When he realized he had a chance to take care of his mother, the decision became easy.

"Our bond is so special that sometimes we bump heads," Brown said. "She's a mother. Sometimes she's overprotective of me. It's gotten worse since I've been going through the draft. But I have to keep it in perspective that God gave me my mom, and no other woman can take the place of my mom. She raised eight kids and she didn't run, she didn't fold. She's a rock. She's always been strong. You take away the NBA, my friends, and my mom is still going to be there."

Brown's father, Willie, and Joyce separated when he was 3 months old. Maranatha's minister, John Williams, 37, has been Kwame's mentor and confidante since the seventh grade. Williams is very much a part of the support group for Brown, and there has been some talk that Williams might relocate to the area.

"Our concern is not so much his basketball skills or even so much his social skills," Williams said. "At 19, you can be influenced, and that's our concern. We want to make sure that things are in place to help make this transition smooth and not get caught up in all the things that surround the NBA."

It won't be long before Brown finds himself under the microscope. He is the organization's first No. 1 pick in the draft since the 1961 Chicago Packers selected Walt Bellamy in the franchise's first season. The Wizards are coming off a 19-63 season, have been in the playoffs just once in the last 14 seasons and haven't won a postseason series since they defeated New Jersey in the first round of 1982.

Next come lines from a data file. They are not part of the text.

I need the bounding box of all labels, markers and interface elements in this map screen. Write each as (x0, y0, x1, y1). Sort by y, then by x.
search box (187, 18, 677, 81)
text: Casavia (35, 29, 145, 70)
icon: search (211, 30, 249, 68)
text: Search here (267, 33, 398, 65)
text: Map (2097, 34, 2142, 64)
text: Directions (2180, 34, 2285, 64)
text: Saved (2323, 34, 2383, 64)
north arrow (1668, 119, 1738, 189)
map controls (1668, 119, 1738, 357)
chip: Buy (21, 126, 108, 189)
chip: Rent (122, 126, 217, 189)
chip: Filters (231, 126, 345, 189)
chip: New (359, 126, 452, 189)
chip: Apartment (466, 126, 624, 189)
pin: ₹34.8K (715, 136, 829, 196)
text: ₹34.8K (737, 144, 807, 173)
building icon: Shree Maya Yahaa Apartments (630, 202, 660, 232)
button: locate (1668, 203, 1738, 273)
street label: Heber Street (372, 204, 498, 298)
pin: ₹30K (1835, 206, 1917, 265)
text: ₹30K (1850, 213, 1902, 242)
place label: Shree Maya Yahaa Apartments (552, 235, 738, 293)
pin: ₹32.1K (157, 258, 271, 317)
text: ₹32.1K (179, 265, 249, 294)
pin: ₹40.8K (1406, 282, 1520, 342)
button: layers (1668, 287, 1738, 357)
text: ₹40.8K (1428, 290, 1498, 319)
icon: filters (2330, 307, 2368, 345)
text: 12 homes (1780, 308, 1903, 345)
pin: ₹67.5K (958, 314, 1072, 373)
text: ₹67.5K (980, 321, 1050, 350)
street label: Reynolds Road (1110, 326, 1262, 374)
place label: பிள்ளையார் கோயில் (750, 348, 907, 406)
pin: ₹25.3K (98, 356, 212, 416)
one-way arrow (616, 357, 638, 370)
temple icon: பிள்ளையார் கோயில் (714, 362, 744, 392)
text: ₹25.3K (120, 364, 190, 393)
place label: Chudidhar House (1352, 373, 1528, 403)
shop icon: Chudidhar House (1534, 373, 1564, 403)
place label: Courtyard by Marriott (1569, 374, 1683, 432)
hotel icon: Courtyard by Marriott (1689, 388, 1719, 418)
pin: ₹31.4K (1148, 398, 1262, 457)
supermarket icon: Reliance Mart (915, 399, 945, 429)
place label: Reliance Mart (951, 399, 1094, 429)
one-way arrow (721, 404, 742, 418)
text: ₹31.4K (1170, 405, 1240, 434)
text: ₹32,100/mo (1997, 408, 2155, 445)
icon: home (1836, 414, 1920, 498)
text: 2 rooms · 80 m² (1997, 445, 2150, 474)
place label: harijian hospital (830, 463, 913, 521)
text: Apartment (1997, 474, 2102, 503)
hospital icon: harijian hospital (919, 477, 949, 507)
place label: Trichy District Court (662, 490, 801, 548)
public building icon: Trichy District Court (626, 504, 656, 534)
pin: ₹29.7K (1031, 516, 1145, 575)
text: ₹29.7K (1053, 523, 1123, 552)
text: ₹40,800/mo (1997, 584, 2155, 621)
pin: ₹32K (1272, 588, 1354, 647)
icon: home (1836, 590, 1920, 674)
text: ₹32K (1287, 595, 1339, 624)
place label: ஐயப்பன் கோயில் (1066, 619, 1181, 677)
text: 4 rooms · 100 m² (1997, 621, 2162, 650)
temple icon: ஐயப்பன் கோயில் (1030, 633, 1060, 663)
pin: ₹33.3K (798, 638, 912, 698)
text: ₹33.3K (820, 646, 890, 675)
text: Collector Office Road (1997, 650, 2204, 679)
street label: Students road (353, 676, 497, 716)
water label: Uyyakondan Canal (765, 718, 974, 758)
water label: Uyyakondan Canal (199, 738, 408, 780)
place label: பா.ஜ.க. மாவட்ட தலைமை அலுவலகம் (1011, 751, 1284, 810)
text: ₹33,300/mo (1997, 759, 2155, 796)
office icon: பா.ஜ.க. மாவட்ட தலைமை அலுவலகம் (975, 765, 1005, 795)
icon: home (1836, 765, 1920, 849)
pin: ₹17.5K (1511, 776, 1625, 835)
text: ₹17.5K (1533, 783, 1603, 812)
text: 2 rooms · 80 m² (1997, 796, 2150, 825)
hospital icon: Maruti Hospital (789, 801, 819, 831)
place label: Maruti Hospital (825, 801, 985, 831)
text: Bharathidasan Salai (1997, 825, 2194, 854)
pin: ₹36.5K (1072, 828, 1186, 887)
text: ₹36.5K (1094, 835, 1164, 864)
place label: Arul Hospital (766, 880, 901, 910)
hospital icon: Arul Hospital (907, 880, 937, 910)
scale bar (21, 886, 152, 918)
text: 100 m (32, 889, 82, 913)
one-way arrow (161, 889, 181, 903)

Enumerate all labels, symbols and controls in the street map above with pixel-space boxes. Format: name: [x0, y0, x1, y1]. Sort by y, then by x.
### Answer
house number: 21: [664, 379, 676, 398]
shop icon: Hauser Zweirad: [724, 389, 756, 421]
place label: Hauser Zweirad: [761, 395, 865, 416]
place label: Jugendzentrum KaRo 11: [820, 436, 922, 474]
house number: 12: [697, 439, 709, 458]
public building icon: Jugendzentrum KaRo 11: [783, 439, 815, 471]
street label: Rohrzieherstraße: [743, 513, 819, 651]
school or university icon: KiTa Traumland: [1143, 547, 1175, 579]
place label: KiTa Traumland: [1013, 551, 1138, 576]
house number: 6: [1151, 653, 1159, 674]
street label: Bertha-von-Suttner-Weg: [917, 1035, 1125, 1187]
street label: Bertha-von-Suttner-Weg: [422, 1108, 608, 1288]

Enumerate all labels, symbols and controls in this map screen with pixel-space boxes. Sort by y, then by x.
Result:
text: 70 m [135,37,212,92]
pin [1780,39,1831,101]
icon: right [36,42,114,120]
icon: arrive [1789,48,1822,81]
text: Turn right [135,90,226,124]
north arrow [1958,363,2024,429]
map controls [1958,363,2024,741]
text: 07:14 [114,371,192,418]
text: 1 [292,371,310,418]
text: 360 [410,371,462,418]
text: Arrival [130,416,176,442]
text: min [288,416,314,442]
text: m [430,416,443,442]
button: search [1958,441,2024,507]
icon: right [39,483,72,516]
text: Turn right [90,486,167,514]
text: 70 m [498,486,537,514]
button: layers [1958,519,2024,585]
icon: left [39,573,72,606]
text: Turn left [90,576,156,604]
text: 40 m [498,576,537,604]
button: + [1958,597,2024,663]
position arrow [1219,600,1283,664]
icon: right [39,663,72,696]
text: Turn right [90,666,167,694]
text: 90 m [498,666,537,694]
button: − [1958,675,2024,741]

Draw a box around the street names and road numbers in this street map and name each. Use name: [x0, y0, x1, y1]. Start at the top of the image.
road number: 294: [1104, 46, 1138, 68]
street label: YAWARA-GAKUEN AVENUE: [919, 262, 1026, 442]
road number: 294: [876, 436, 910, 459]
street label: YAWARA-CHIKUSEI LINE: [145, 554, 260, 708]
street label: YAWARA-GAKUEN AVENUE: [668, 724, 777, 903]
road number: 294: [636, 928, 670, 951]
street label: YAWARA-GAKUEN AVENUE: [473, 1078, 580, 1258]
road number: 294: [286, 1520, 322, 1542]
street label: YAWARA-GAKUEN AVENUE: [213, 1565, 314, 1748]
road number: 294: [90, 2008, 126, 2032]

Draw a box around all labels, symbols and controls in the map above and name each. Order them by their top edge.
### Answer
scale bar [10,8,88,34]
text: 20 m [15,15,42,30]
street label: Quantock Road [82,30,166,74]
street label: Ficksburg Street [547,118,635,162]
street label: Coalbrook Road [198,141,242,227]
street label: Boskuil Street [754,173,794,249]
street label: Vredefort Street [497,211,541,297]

"When you win 19 games, you've got a lot of holes to fill," Wizards coach Doug Collins said. "Kwame's going to have expectations. But he's also going to be allowed a learning curve."

That curve begins to take shape next month after Brown returns home to spend time with his family. In early June, according to agent Arn Tellem, Brown will agree to a three-year contract worth approximately $12 million. He'll then join rookies and free agents from July 16 to 23 in the Boston Summer League, where he will get his first taste of the NBA grind, playing six games in seven nights.

It's a lot to digest for a kid who just graduated from high school. But Joyce doesn't feel that her son is going to have any problem making the adjustment.

"He's got his head on straight," Joyce said. "He's not one of those kids that gets in trouble. He's the guy the crowd always wanted to follow."

Now Brown's crowd is likely to grow larger than ever.